(INPUT RECORDS Opens)

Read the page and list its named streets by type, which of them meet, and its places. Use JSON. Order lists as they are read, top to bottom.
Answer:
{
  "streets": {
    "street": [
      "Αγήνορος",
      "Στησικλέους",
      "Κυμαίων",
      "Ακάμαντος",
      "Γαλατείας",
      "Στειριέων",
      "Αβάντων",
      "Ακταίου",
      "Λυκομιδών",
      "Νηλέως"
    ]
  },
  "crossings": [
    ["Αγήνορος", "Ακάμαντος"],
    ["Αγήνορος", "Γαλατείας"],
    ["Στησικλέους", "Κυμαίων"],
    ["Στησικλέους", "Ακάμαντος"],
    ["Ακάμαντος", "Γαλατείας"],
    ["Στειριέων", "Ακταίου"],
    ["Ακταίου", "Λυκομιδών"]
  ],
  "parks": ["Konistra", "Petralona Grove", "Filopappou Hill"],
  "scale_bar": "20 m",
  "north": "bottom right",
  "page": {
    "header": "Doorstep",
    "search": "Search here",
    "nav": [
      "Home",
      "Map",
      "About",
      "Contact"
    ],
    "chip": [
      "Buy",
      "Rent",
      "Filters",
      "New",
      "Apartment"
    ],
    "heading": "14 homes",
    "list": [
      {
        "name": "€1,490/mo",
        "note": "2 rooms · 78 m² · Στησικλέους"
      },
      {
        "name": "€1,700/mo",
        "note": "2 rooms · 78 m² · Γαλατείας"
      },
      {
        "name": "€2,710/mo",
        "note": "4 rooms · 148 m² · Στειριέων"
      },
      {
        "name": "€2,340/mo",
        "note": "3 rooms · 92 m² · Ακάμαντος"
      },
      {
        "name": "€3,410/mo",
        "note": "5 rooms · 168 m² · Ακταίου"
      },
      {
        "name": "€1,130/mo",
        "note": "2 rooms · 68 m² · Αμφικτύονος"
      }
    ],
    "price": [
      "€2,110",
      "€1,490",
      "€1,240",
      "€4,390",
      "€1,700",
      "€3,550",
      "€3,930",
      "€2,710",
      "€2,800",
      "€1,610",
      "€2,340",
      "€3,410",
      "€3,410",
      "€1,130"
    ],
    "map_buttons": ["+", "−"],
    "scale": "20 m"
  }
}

(INPUT RECORDS Closes)

→ PROBLEM TO WORK ON: Each line of the data above must be restated word for word.

→ OUTPUT OF THE EXERCISE:
Read the page and list its named streets by type, which of them meet, and its places. Use JSON. Order lists as they are read, top to bottom.
Answer:
{
  "streets": {
    "street": [
      "Αγήνορος",
      "Στησικλέους",
      "Κυμαίων",
      "Ακάμαντος",
      "Γαλατείας",
      "Στειριέων",
      "Αβάντων",
      "Ακταίου",
      "Λυκομιδών",
      "Νηλέως"
    ]
  },
  "crossings": [
    ["Αγήνορος", "Ακάμαντος"],
    ["Αγήνορος", "Γαλατείας"],
    ["Στησικλέους", "Κυμαίων"],
    ["Στησικλέους", "Ακάμαντος"],
    ["Ακάμαντος", "Γαλατείας"],
    ["Στειριέων", "Ακταίου"],
    ["Ακταίου", "Λυκομιδών"]
  ],
  "parks": ["Konistra", "Petralona Grove", "Filopappou Hill"],
  "scale_bar": "20 m",
  "north": "bottom right",
  "page": {
    "header": "Doorstep",
    "search": "Search here",
    "nav": [
      "Home",
      "Map",
      "About",
      "Contact"
    ],
    "chip": [
      "Buy",
      "Rent",
      "Filters",
      "New",
      "Apartment"
    ],
    "heading": "14 homes",
    "list": [
      {
        "name": "€1,490/mo",
        "note": "2 rooms · 78 m² · Στησικλέους"
      },
      {
        "name": "€1,700/mo",
        "note": "2 rooms · 78 m² · Γαλατείας"
      },
      {
        "name": "€2,710/mo",
        "note": "4 rooms · 148 m² · Στειριέων"
      },
      {
        "name": "€2,340/mo",
        "note": "3 rooms · 92 m² · Ακάμαντος"
      },
      {
        "name": "€3,410/mo",
        "note": "5 rooms · 168 m² · Ακταίου"
      },
      {
        "name": "€1,130/mo",
        "note": "2 rooms · 68 m² · Αμφικτύονος"
      }
    ],
    "price": [
      "€2,110",
      "€1,490",
      "€1,240",
      "€4,390",
      "€1,700",
      "€3,550",
      "€3,930",
      "€2,710",
      "€2,800",
      "€1,610",
      "€2,340",
      "€3,410",
      "€3,410",
      "€1,130"
    ],
    "map_buttons": ["+", "−"],
    "scale": "20 m"
  }
}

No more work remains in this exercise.